Invest 2% of portfolio in gold/silver in a mutual fund


----------



## Julia (15 July 2013)

I've never read The Intelligent Investor.
Could you say whether the above summary is what he has actually said, or rather, your interpretation of that?


----------



## So_Cynical (15 July 2013)

I listened to it a while back (audio book 70's edition) its very simplistic and the philosophy is incredibly conservative, its a pretty pedestrian book that assumes that the general public are idiots which may have been true in the 50's as far as financial/markets education was concerned.
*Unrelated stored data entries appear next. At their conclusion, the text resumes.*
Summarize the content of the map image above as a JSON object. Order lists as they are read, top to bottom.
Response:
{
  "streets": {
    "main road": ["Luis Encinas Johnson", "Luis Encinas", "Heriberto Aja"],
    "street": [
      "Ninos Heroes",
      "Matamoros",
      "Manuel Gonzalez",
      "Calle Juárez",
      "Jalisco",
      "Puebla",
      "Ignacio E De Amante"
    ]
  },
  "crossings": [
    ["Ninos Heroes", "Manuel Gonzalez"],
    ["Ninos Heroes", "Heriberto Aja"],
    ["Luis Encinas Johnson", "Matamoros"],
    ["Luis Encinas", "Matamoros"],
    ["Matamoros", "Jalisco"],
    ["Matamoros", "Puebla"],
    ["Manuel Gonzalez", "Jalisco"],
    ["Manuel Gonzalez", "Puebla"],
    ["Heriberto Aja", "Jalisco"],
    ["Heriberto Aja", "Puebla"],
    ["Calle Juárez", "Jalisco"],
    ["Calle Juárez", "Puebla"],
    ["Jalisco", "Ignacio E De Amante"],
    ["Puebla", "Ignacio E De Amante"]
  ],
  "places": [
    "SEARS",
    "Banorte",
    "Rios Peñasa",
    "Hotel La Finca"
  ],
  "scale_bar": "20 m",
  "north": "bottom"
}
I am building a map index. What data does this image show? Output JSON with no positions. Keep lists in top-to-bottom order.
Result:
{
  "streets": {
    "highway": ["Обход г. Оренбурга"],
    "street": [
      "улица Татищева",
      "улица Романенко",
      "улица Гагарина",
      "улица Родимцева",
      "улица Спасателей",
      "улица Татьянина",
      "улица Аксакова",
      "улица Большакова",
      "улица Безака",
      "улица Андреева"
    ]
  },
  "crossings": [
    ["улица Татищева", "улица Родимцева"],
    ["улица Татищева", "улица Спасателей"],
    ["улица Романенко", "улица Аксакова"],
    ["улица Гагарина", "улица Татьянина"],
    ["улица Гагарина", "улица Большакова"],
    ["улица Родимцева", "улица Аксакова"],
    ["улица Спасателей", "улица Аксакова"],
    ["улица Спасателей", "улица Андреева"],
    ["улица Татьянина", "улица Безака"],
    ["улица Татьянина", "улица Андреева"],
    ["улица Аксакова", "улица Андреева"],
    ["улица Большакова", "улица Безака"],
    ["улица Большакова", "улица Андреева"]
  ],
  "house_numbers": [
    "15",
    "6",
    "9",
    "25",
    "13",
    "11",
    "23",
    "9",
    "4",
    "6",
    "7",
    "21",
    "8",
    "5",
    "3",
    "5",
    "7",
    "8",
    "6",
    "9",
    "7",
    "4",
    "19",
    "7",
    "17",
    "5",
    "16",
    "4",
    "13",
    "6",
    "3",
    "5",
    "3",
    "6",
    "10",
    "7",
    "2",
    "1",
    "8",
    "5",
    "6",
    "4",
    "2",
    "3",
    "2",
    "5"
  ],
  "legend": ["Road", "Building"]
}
I'm listening to Taleb's 'Antifragile: Things That Gain from Disorder' at the moment and finding it heavy going and yet with moments of enlightenment, some content that really makes you think, not much thinking required with The Intelligent Investor. 

http://en.wikipedia.org/wiki/Antifragile:_Things_That_Gain_from_Disorder


----------



## Tano (16 July 2013)

Julia said:


> I've never read The Intelligent Investor.
> Could you say whether the above summary is what he has actually said, or rather, your interpretation of that?




From memory it's about 95% what was written.  I may have added a point or two from another book.  It's a good read and you cannot condense 600 pages into a 1 Page summary.  Buy and read the book and try to implement his teachings.  I couldn't totally convince myself everything was gospel.  Has the market changed since the book was written,  is everything in the book applicable to the asx?.  I can't answer the question since I am a beginner


----------



## Julia (16 July 2013)

Tano said:


> From memory it's about 95% what was written.  I may have added a point or two from another book.  It's a good read and you cannot condense 600 pages into a 1 Page summary.  Buy and read the book and try to implement his teachings.



No thanks.  Not interested.
I was surprised at the simplistic and unrealistic nature of some of the points.  That's why I asked about their authorship.


----------



## burglar (16 July 2013)

Julia said:


> ...I was surprised at the simplistic and unrealistic nature of some of the points.  ...




May have been neither simplistic nor unrealistic at the time of authorship ... 
it was written before computers!  :


----------



## Julia (16 July 2013)

burglar said:


> May have been neither simplistic nor unrealistic at the time of authorship ...
> it was written before computers!  :



The points I found simplistic and unrealistic have nothing to do with the existence or otherwise of computers.
No further comment from me.  I was just curious about who had compiled the list.


----------



## burglar (16 July 2013)

Julia said:


> The points I found simplistic and unrealistic have nothing to do with the existence or otherwise of computers.
> No further comment from me.  I was just curious about who had compiled the list.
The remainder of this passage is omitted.